The useful habit is simple: make the visual editor prove that it respects the text file. That is the same habit behind good AI coding governance, even when the tool in front of you is just helping drag an arrow.

Try one old figure

Pick one annoying legacy TikZ figure, edit it visually, and judge the tool by the diff before you judge it by the canvas. If the source stays readable and the PDF gets better, keep the workflow; if not, revert without guilt.

One methodology lens

One useful way to read this through our methodology is the Plan step: delegate first-pass decomposition and dependency mapping, review the sequencing and assumptions, and keep ownership of scope and priorities. If that split is still fuzzy, the workflow usually is too.

Practical starter checklist

- [ ] Name the Cursor artifact first: a .mdc rule stub, an AGENTS.md boundary, a custom subagent note, or a Cursor review checklist.
- [ ] Write the review checklist before generation starts: scope, owner, tests, rollback.
- [ ] Keep the first step small enough that a reviewer can inspect the receipt without replaying the whole chat.

Common questions

  • What should teams know about ai coding?

    Start by writing down one visible team rule for Cursor, not a loose preference. That is the practical core of ai software development. That usually means a short repository convention, a review checklist, and one owner who can reject agent output when the evidence is missing.

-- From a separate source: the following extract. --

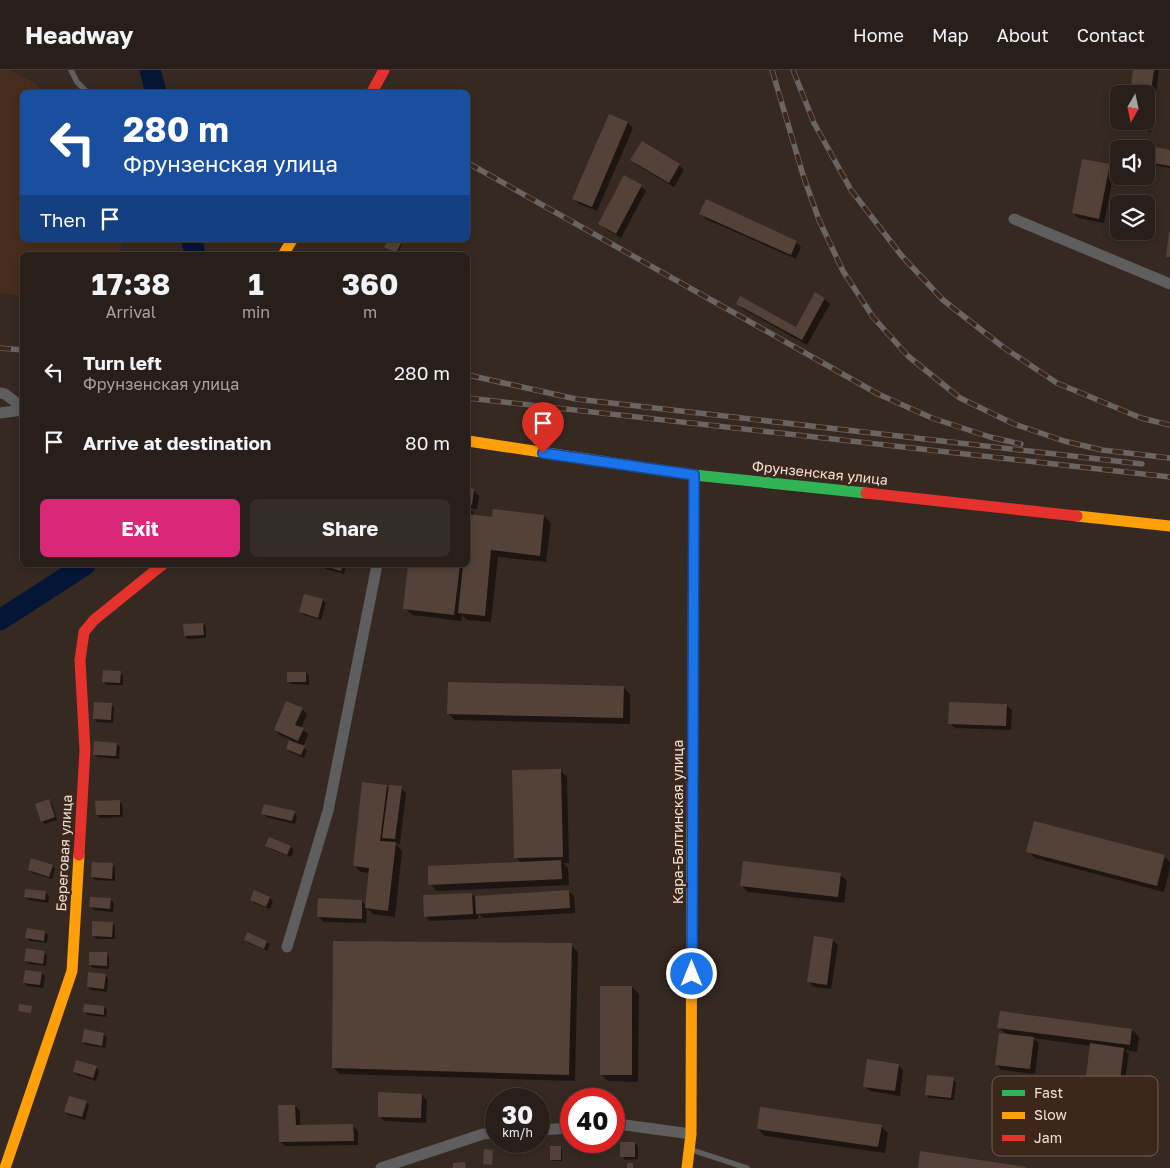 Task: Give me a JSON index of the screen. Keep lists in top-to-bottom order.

  • Which Cursor artifact should teams standardize first?

    Standardize the smallest artifact that reviewers already touch: a .mdc rule, AGENTS.md note, or review checklist. The point is not documentation volume; it is a shared place where scope, allowed tools, expected tests, and rollback notes are visible before generated code reaches review.

  • How do teams know the convention is working?

    The convention is working when reviewers can approve or reject agent output from the artifact and evidence alone. Track whether pull requests name the rule used, include the promised checks, and avoid replaying long sessions just to understand what changed.

Best ways to use this research

  • Best for: Cursor teams deciding which rule, subagent, skill, or MCP boundary to standardize next around “TikZ Editor Makes LaTeX Figures Draggable.”
  • Best first artifact: turn the named fix into a .mdc rule, AGENTS.md note, subagent receipt, or review checklist before the next automated run.
  • Best comparison angle: compare the workflow against the current Cursor review path, connector scope, and team rule file; keep the path that leaves the shortest auditable trail.

Further reading

Where to go next

Start from the related training topic and make the first exercise prove scope, verification, and ownership in the PR body.